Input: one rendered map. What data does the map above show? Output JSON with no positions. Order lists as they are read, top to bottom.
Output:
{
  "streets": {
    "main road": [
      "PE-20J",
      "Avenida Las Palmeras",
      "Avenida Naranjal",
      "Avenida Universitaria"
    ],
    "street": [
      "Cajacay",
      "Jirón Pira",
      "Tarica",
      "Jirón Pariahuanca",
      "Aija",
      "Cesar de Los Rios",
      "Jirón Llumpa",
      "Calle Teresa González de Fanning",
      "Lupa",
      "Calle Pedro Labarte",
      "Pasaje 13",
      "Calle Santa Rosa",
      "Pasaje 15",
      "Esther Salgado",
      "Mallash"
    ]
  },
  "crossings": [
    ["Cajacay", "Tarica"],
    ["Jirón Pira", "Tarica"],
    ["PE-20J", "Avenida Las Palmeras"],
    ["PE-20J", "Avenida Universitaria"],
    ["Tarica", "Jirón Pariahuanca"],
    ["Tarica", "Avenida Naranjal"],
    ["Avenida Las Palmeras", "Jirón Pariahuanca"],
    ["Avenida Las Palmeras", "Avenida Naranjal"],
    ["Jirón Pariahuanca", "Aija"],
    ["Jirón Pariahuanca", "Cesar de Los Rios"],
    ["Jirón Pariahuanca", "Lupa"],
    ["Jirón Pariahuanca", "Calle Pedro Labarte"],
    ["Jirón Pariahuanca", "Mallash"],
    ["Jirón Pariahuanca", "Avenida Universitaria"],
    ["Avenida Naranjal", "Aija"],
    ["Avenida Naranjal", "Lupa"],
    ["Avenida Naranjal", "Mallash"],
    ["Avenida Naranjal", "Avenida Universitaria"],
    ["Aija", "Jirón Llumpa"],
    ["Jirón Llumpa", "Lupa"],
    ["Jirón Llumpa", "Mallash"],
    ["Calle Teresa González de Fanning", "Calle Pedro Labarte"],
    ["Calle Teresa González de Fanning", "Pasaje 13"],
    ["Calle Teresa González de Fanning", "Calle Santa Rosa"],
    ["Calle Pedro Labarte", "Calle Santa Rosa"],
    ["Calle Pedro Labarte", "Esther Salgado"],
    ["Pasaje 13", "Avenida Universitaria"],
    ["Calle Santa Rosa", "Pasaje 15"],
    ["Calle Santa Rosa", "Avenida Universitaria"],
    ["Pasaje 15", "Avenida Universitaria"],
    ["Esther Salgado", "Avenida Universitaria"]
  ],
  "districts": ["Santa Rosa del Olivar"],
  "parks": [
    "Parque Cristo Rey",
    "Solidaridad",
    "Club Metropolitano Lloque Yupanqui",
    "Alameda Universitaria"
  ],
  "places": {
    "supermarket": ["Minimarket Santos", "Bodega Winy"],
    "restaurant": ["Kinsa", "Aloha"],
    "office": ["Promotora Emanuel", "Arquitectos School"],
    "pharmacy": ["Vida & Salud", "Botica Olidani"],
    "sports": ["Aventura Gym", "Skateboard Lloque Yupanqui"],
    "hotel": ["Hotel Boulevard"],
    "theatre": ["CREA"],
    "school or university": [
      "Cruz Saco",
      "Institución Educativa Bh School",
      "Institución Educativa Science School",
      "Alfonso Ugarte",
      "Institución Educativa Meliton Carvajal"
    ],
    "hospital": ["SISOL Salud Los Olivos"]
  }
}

::::::

Produce the whole listing again, exactly as it reads above.

Input: one rendered map. What data does the map above show? Output JSON with no positions. Order lists as they are read, top to bottom.
Output:
{
  "streets": {
    "main road": [
      "PE-20J",
      "Avenida Las Palmeras",
      "Avenida Naranjal",
      "Avenida Universitaria"
    ],
    "street": [
      "Cajacay",
      "Jirón Pira",
      "Tarica",
      "Jirón Pariahuanca",
      "Aija",
      "Cesar de Los Rios",
      "Jirón Llumpa",
      "Calle Teresa González de Fanning",
      "Lupa",
      "Calle Pedro Labarte",
      "Pasaje 13",
      "Calle Santa Rosa",
      "Pasaje 15",
      "Esther Salgado",
      "Mallash"
    ]
  },
  "crossings": [
    ["Cajacay", "Tarica"],
    ["Jirón Pira", "Tarica"],
    ["PE-20J", "Avenida Las Palmeras"],
    ["PE-20J", "Avenida Universitaria"],
    ["Tarica", "Jirón Pariahuanca"],
    ["Tarica", "Avenida Naranjal"],
    ["Avenida Las Palmeras", "Jirón Pariahuanca"],
    ["Avenida Las Palmeras", "Avenida Naranjal"],
    ["Jirón Pariahuanca", "Aija"],
    ["Jirón Pariahuanca", "Cesar de Los Rios"],
    ["Jirón Pariahuanca", "Lupa"],
    ["Jirón Pariahuanca", "Calle Pedro Labarte"],
    ["Jirón Pariahuanca", "Mallash"],
    ["Jirón Pariahuanca", "Avenida Universitaria"],
    ["Avenida Naranjal", "Aija"],
    ["Avenida Naranjal", "Lupa"],
    ["Avenida Naranjal", "Mallash"],
    ["Avenida Naranjal", "Avenida Universitaria"],
    ["Aija", "Jirón Llumpa"],
    ["Jirón Llumpa", "Lupa"],
    ["Jirón Llumpa", "Mallash"],
    ["Calle Teresa González de Fanning", "Calle Pedro Labarte"],
    ["Calle Teresa González de Fanning", "Pasaje 13"],
    ["Calle Teresa González de Fanning", "Calle Santa Rosa"],
    ["Calle Pedro Labarte", "Calle Santa Rosa"],
    ["Calle Pedro Labarte", "Esther Salgado"],
    ["Pasaje 13", "Avenida Universitaria"],
    ["Calle Santa Rosa", "Pasaje 15"],
    ["Calle Santa Rosa", "Avenida Universitaria"],
    ["Pasaje 15", "Avenida Universitaria"],
    ["Esther Salgado", "Avenida Universitaria"]
  ],
  "districts": ["Santa Rosa del Olivar"],
  "parks": [
    "Parque Cristo Rey",
    "Solidaridad",
    "Club Metropolitano Lloque Yupanqui",
    "Alameda Universitaria"
  ],
  "places": {
    "supermarket": ["Minimarket Santos", "Bodega Winy"],
    "restaurant": ["Kinsa", "Aloha"],
    "office": ["Promotora Emanuel", "Arquitectos School"],
    "pharmacy": ["Vida & Salud", "Botica Olidani"],
    "sports": ["Aventura Gym", "Skateboard Lloque Yupanqui"],
    "hotel": ["Hotel Boulevard"],
    "theatre": ["CREA"],
    "school or university": [
      "Cruz Saco",
      "Institución Educativa Bh School",
      "Institución Educativa Science School",
      "Alfonso Ugarte",
      "Institución Educativa Meliton Carvajal"
    ],
    "hospital": ["SISOL Salud Los Olivos"]
  }
}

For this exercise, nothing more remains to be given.